Rogerio Mollica e Stephan Righi Boechat

Apesar de estar inserido expressamente no mais alto grau da hierarquia normativa, o tão insigne princípio da proibição ao efeito de confisco está à beira do esquecimento.

quarta-feira, 19 de março de 2014

Atualizado em 18 de março de 2014 12:55

No século XVIII Montesquieu nos premiou com uma citação emblemática que ilustra com clareza um dos principais problemas para se alcançar a Justiça Tributária. Dizia ele: "Não há nada que a sabedoria e a prudência devam regulamentar tão bem quanto a porção que se tira e a porção que se deixa aos súditos". De fato, o sucesso do Estado na busca do bem estar social depende, inegavelmente, de uma carga tributária equilibrada e suportável que possibilite, de um lado, a manutenção das atividades estatais e o financiamento da execução do programa constitucional e, de outro, assegure ao contribuinte a proteção do direito de propriedade e da liberdade individual.

É dentro destes contornos que a CF, ao estruturar os pilares da ordem tributária, institui as limitações ao poder de tributar, que se equiparam aos direitos e garantias fundamentais do cidadão, como já reconheceu o STF por ocasião do julgamento da ADIn 939-7/DF. Entre as referidas limitações emerge o princípio de vedação ao tributo com efeito de confisco (artigo 150, IV, CRFB), proibindo a instituição de tributo que venha a subtrair a integralidade ou uma parcela vultosa da propriedade do contribuinte - independente da natureza do tributo e de qualquer contraprestação estatal.

Dentro destas perspectivas, é preciso enfatizar que a Constituição da República manifesta-se como fonte normativa altissonante na estrutura do Sistema Tributário Nacional, principalmente ao traçar a restrição e o alcance da competência tributária, assegurando que o exercício da prerrogativa estatal de exigir uma parcela patrimonial do contribuinte não venha a antagonizar com os direitos e garantias fundamentais.
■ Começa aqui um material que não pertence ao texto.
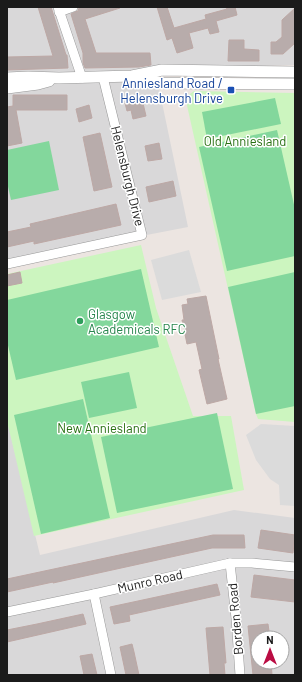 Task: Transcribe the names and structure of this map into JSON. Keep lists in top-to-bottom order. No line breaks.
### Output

Apesar de estar inserido expressamente no mais alto grau da hierarquia normativa, o tão insigne princípio da proibição ao efeito de confisco está à beira do esquecimento, principalmente por parte dos órgãos administrativos e do Poder Judiciário. O descaso com o princípio é tão evidente que o eminente doutrinador Paulo de Barros Carvalho chega ao ponto de afirmar que se trata apenas de "simples advertência ao legislador dos tributos, no sentido de comunicar-lhe que existe limite para a carga tributária. Somente isso".

É verdade que o não-confisco revela-se como conceito jurídico indeterminado em razão da ausência de critérios qualitativos objetivos para a configuração do "efeito de confisco" delineado no texto constitucional, tornando-se atribuição do intérprete avaliar a extensão do conceito. Todavia, este peculiar grau de subjetividade não justifica, de per si, que um princípio constitucional seja relegado a mera norma programática ou singela recomendação ao legislador.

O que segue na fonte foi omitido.